It is not a wolf in sheep's clothing, it's a red herring.

Yes.....maybe you are too absorbed in your culture to see other sides...but wasn't it you who said that you have a talent that can speak to many sides? I think that it's true......

So what of that? Can you fill your own shoes and say 'maybe I can take another perspectiveist view and see how it looks from there'. Fill the shoes you have given me. Take a look around for heaven's sake. It may not be accurate but at least you'd climb out of the culture closet.


*sighs* Cic, I didn't say I couldn't see the other perspective. I was trying to tell you that I find it very hard to explain my culture's perspective because I keep running into walls. You are the one listening to my explanation. I am the one trying to give the explanation and I am telling you I keep running into the same wall with you as I have run into time and again with other Americans. And I am not suggesting all Americans are alike or think the same. I have had this argument with Americans who've each had very different political opinions and presumably, as they're from disparate parts of the states, culturally distinct perspectives. On some issues though, I run into the same walls. This is one of those debates when I run into what I consider to be cultural walls and find it almost impossible to explain what I am talking about. Another issue that has that same effect is the idea of it being illegal to print certain types of racist material.


You are the one who is refusing to step outside and see another perspective. I have tried in this thread to share that perspective and explain it. I do not deny your perspective. I simply suggest that as an outsider your view of my country runs contrary to my view of it.
Sundae • Oct 31, 2007 4:16 pm
Round of applause Dana - you put it far more eloquently than I would.

Just as an aside - a woman at Water Workout today was complaining that she couldn't get a CCTV camera on her road. Her car has been targeted twice by a very odd form of vandalism - she lives on a hill and someone has left a stolen car further up the hill with the handbrake off so it crashes into hers. The sound wakes her and her husband but by the time they look out of the window the road is deserted. Both she and the woman she was talking to found it shocking that the police couldn't put up temporary cameras if there wasn't enough crime in the area for a permanent one. I smiled when I heard their conversation... apart from thinking they obviously weren't working hard enough in the water.
DanaC • Oct 31, 2007 4:30 pm
lol. I know. I nearly laughed out loud the other day when I was being petitioned to help a local residents group who want CCTV installed in a snicket that runs behind their houses :P

So far I have been unsuccessful in getting CCTV for people, except for one instance, where the woman in question was suffering extreme racial harrassment.
Cicero • Oct 31, 2007 4:44 pm
An outsider?!? Did you call me an outsider?!? Lame.

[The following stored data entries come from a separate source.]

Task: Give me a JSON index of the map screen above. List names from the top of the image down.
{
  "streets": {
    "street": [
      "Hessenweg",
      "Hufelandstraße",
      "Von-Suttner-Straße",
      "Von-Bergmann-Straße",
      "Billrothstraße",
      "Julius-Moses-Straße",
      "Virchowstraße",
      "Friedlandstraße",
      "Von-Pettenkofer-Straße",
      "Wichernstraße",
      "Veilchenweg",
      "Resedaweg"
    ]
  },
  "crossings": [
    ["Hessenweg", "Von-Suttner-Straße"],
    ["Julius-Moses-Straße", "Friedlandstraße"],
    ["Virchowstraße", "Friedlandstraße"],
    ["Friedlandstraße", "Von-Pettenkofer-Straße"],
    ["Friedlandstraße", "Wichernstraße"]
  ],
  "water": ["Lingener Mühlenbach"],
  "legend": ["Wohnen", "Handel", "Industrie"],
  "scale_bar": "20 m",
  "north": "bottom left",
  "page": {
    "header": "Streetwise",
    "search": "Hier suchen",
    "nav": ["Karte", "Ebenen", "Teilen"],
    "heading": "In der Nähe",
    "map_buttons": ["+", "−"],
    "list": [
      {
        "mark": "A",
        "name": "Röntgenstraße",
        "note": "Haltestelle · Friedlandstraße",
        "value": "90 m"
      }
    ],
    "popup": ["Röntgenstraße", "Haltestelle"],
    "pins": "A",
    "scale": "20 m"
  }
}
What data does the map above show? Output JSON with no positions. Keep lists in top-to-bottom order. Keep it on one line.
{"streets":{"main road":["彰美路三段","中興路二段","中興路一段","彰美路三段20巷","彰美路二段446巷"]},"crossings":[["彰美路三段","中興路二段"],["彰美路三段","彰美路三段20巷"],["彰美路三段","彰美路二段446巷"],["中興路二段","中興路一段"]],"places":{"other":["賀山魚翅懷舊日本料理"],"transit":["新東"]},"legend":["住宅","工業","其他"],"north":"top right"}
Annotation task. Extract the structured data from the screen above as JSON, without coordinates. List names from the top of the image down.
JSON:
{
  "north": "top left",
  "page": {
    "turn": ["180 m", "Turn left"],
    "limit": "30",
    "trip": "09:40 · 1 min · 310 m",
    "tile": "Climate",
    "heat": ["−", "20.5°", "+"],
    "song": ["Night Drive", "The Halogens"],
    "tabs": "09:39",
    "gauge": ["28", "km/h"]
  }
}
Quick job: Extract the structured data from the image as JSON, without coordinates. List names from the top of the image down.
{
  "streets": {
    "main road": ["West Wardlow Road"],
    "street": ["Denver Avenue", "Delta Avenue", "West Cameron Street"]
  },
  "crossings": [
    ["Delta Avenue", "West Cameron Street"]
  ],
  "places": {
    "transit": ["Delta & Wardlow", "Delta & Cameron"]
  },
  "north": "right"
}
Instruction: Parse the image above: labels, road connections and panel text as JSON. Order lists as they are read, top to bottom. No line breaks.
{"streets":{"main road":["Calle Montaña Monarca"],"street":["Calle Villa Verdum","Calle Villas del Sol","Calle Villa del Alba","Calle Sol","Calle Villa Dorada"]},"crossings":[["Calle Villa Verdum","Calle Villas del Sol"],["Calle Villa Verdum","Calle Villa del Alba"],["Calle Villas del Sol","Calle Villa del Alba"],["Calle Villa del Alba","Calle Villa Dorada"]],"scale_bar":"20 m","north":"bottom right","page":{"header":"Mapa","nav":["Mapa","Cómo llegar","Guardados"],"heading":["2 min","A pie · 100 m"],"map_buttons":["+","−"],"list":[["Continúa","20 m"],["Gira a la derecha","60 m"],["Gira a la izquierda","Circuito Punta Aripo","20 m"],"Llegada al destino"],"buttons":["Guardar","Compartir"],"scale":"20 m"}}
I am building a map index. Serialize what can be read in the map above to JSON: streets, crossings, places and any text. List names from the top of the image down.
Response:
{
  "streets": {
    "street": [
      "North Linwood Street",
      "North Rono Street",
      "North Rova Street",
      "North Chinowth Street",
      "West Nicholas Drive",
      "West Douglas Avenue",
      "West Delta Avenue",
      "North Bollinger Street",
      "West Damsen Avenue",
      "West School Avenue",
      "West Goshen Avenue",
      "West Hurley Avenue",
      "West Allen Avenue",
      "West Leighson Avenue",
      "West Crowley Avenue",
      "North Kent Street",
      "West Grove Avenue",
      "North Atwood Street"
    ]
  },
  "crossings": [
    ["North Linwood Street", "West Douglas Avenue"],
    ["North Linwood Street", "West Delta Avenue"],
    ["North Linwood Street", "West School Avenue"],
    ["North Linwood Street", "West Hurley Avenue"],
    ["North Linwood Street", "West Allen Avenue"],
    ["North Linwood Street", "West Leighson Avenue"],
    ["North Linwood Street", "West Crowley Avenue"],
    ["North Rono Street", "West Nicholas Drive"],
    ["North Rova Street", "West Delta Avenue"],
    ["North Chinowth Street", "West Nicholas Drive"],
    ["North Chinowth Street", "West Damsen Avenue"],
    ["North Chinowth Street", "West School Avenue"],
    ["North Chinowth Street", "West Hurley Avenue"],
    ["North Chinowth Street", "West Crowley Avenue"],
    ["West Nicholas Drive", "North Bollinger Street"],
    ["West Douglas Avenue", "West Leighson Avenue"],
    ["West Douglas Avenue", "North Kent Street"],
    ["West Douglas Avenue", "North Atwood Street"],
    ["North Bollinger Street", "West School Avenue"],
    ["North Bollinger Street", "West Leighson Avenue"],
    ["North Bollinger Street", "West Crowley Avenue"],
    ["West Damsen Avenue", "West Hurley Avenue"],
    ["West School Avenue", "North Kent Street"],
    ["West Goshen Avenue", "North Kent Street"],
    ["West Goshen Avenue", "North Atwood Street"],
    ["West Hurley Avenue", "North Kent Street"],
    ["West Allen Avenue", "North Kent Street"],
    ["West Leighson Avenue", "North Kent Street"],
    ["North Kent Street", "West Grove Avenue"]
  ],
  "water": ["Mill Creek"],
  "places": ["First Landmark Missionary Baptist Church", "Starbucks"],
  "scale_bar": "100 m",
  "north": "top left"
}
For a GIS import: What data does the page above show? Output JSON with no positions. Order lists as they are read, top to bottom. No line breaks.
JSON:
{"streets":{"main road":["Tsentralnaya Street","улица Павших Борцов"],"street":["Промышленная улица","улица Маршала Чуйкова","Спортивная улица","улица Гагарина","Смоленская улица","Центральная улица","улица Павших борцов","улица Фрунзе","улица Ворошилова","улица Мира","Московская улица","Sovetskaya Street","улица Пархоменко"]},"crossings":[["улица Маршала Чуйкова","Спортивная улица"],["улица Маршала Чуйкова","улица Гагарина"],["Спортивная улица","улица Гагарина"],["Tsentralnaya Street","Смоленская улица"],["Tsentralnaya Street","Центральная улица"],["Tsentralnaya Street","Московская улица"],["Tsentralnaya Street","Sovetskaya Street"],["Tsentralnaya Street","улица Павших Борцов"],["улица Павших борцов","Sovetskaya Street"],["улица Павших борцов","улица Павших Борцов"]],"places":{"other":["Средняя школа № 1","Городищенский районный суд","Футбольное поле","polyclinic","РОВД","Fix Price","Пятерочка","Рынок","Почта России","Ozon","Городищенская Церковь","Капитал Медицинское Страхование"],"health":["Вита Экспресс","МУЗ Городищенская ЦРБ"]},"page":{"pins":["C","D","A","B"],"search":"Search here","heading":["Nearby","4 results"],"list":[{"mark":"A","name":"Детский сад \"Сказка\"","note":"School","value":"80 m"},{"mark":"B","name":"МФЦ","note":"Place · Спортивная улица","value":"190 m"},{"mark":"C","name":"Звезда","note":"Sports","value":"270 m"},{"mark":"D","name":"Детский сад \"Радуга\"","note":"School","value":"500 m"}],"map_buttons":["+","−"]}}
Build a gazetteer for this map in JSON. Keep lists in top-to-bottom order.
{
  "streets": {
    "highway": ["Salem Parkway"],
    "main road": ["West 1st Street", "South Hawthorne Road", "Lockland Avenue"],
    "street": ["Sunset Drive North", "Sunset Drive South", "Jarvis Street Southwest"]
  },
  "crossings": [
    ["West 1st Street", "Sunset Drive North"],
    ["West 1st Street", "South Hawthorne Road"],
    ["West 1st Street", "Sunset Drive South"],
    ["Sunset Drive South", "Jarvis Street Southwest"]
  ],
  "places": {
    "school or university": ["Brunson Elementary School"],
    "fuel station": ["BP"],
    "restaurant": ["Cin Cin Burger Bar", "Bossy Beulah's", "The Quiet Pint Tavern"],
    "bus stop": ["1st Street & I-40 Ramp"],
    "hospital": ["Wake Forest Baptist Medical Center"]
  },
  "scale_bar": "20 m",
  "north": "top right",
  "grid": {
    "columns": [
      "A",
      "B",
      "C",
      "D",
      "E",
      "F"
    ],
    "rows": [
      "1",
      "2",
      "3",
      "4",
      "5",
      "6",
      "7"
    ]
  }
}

Here are some views from non-outsiders...Pay attention to the Judge's Opinion on English Law and right to privacy. Sounds like your English Judge wants standards that he doesn't have....

http://www.guardian.co.uk/uk_news/story/0,3604,884193,00.html
Sundae • Oct 31, 2007 5:04 pm
How does that fit with your view that we are going to hell in a handbasket and nobody cares?

You do realise that this is not really an issue regarding CCTV (despite the comment from Liberty who are a pressure group within Britain who oppose CCTV) this is an issue re not properly screening the features of a man who made a suicide attempt in a public place?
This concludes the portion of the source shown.